Now, I will see the dimensions of my variables :
Browse[1]> i
[1] 1
Browse[1]> j
[1] 21
Browse[1]> alter
[1] 22
Browse[1]> dim(reach_mat)
[1] 21 21
You see that alter is out of bounds. 22 > 21 . in the line :
reach_mat[i, alter] = 1
To avoid such error, personally I do this :
Try to use applyxx function. They are safer than for
I use seq_along and not 1:n (1:0)
Try to think in a vectorized solution if you can to avoid mat[i,j] index access.
EDIT vectorize the solution
For example, here I see that you don't use the fact that set.vertex.attribute is vectorized.
You can replace:
# Set vertex attributes
for (i in V(krack_full)) {
for (j in names(attributes)) {
krack_full <- set.vertex.attribute(krack_full, j, index=i, attributes[i+1,j])
}
}
by this:
## set.vertex.attribute is vectorized!
## no need to loop over vertex!
for (attr in names(attributes))
krack_full <<- set.vertex.attribute(krack_full,
attr, value = attributes[,attr])
It just means that either alter > ncol( reach_mat ) or i > nrow( reach_mat ), in other words, your indices exceed the array boundary (i is greater than the number of rows, or alter is greater than the number of columns).
Just run the above tests to see what and when is happening.
Only an addition to the above responses: A possibility in such cases is that you are calling an object, that for some reason is not available to your query.
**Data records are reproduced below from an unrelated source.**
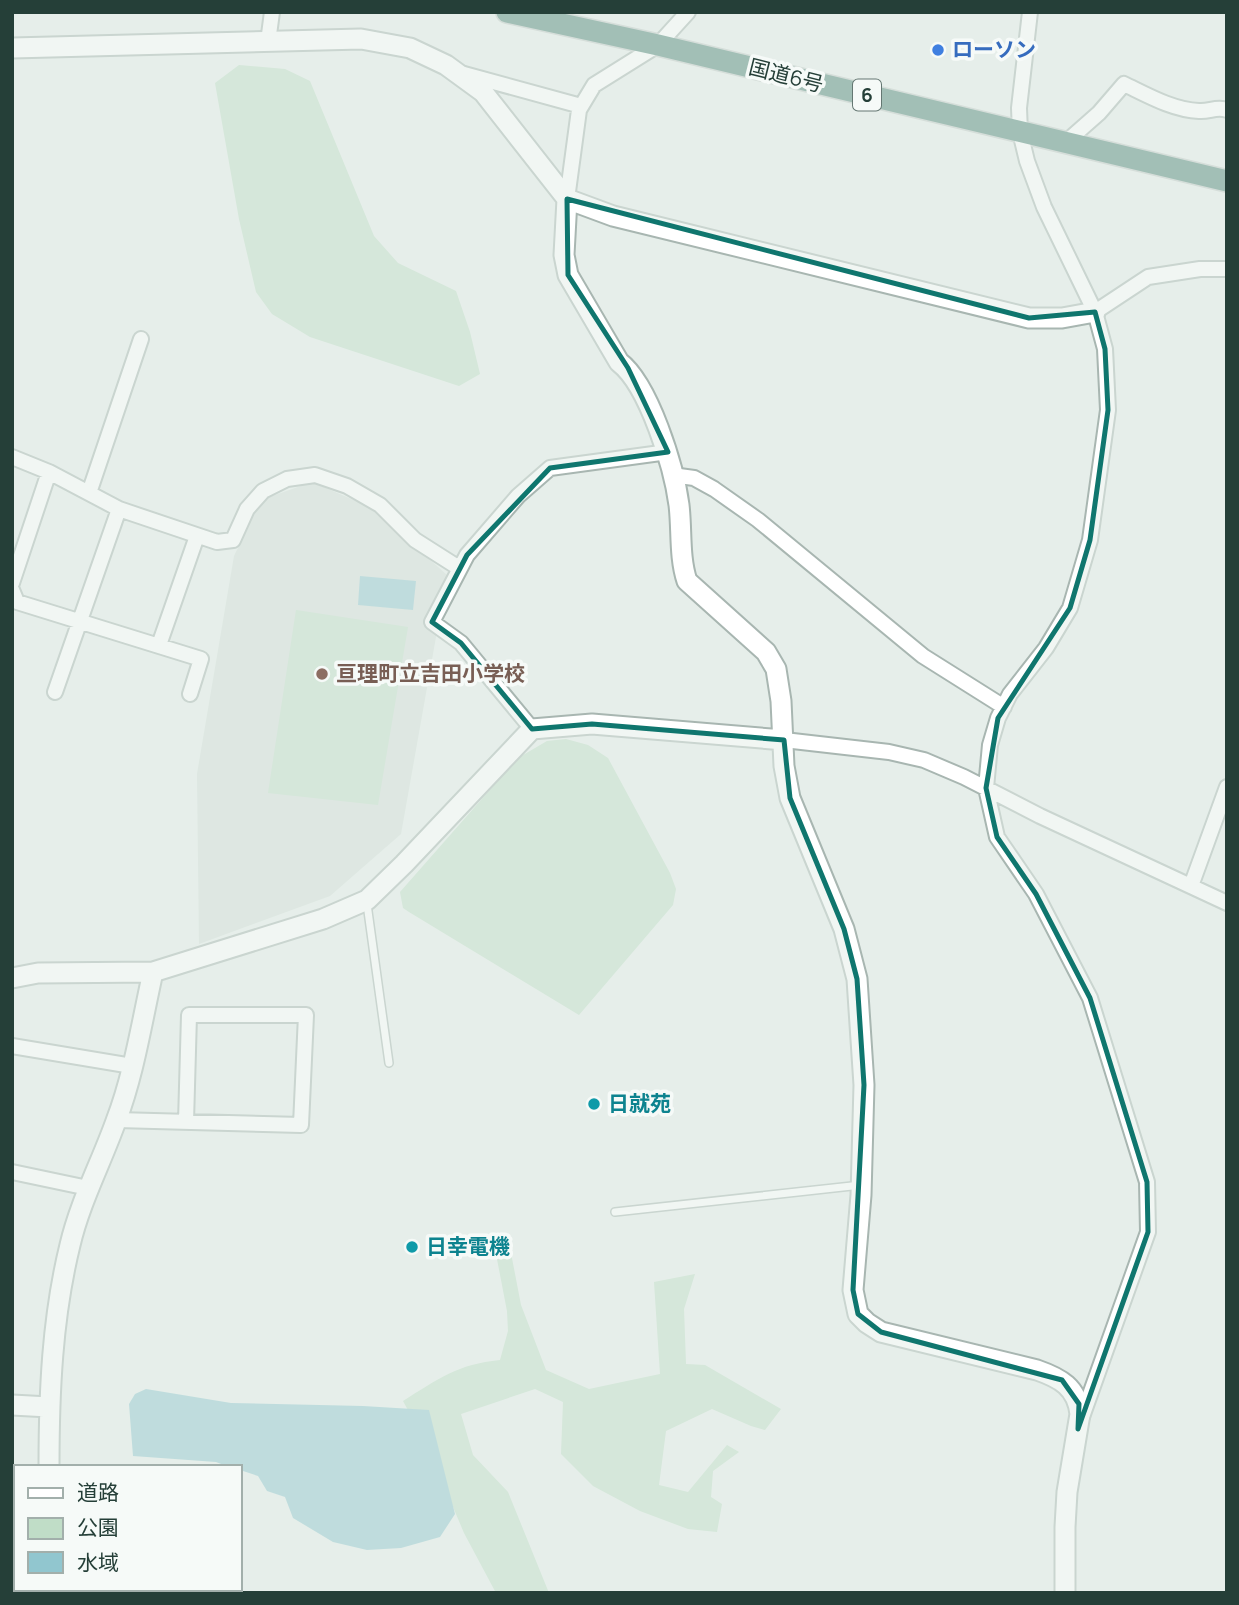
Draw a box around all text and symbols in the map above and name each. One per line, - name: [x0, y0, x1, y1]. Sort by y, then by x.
- place label: ローソン: [952, 35, 1036, 63]
- marker: ローソン: [930, 42, 946, 58]
- street label: 国道6号: [746, 52, 827, 98]
- road number: 6: [853, 80, 881, 110]
- place label: 亘理町立吉田小学校: [336, 659, 525, 687]
- marker: 亘理町立吉田小学校: [314, 666, 330, 682]
- place label: 日就苑: [608, 1089, 671, 1117]
- marker: 日就苑: [586, 1096, 602, 1112]
- place label: 日幸電機: [426, 1232, 510, 1260]
- marker: 日幸電機: [404, 1239, 420, 1255]
- legend: [14, 1465, 242, 1591]
- text: 道路: [77, 1478, 119, 1506]
- text: 公園: [77, 1513, 119, 1541]
- text: 水域: [77, 1548, 119, 1576]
For example you may subset by row names or column names, and you will receive this error message when your requested row or column is not part of the data matrix or data frame anymore.
Solution: As a short version of the responses above: you need to find the last working row name or column name, and the next called object should be the one that could not be found.
If you run parallel codes like "foreach", then you need to convert your code to a for loop to be able to troubleshoot it.
If this helps anybody, I encountered this while using purr::map() with a function I wrote which was something like this:
find_nearby_shops <- function(base_account) {
states_table %>%
filter(state == base_account$state) %>%
left_join(target_locations, by = c('border_states' = 'state')) %>%
mutate(x_latitude = base_account$latitude,
x_longitude = base_account$longitude) %>%
mutate(dist_miles = geosphere::distHaversine(p1 = cbind(longitude, latitude),
p2 = cbind(x_longitude, x_latitude))/1609.344)
}
nearby_shop_numbers <- base_locations %>%
split(f = base_locations$id) %>%
purrr::map_df(find_nearby_shops)
I would get this error sometimes with samples, but most times I wouldn't. The root of the problem is that some of the states in the base_locations table (PR) did not exist in the states_table, so essentially I had filtered out everything, and passed an empty table on to mutate. The moral of the story is that you may have a data issue and not (just) a code problem (so you may need to clean your data.)
Thanks for agstudy and zx8754's answers above for helping with the debug.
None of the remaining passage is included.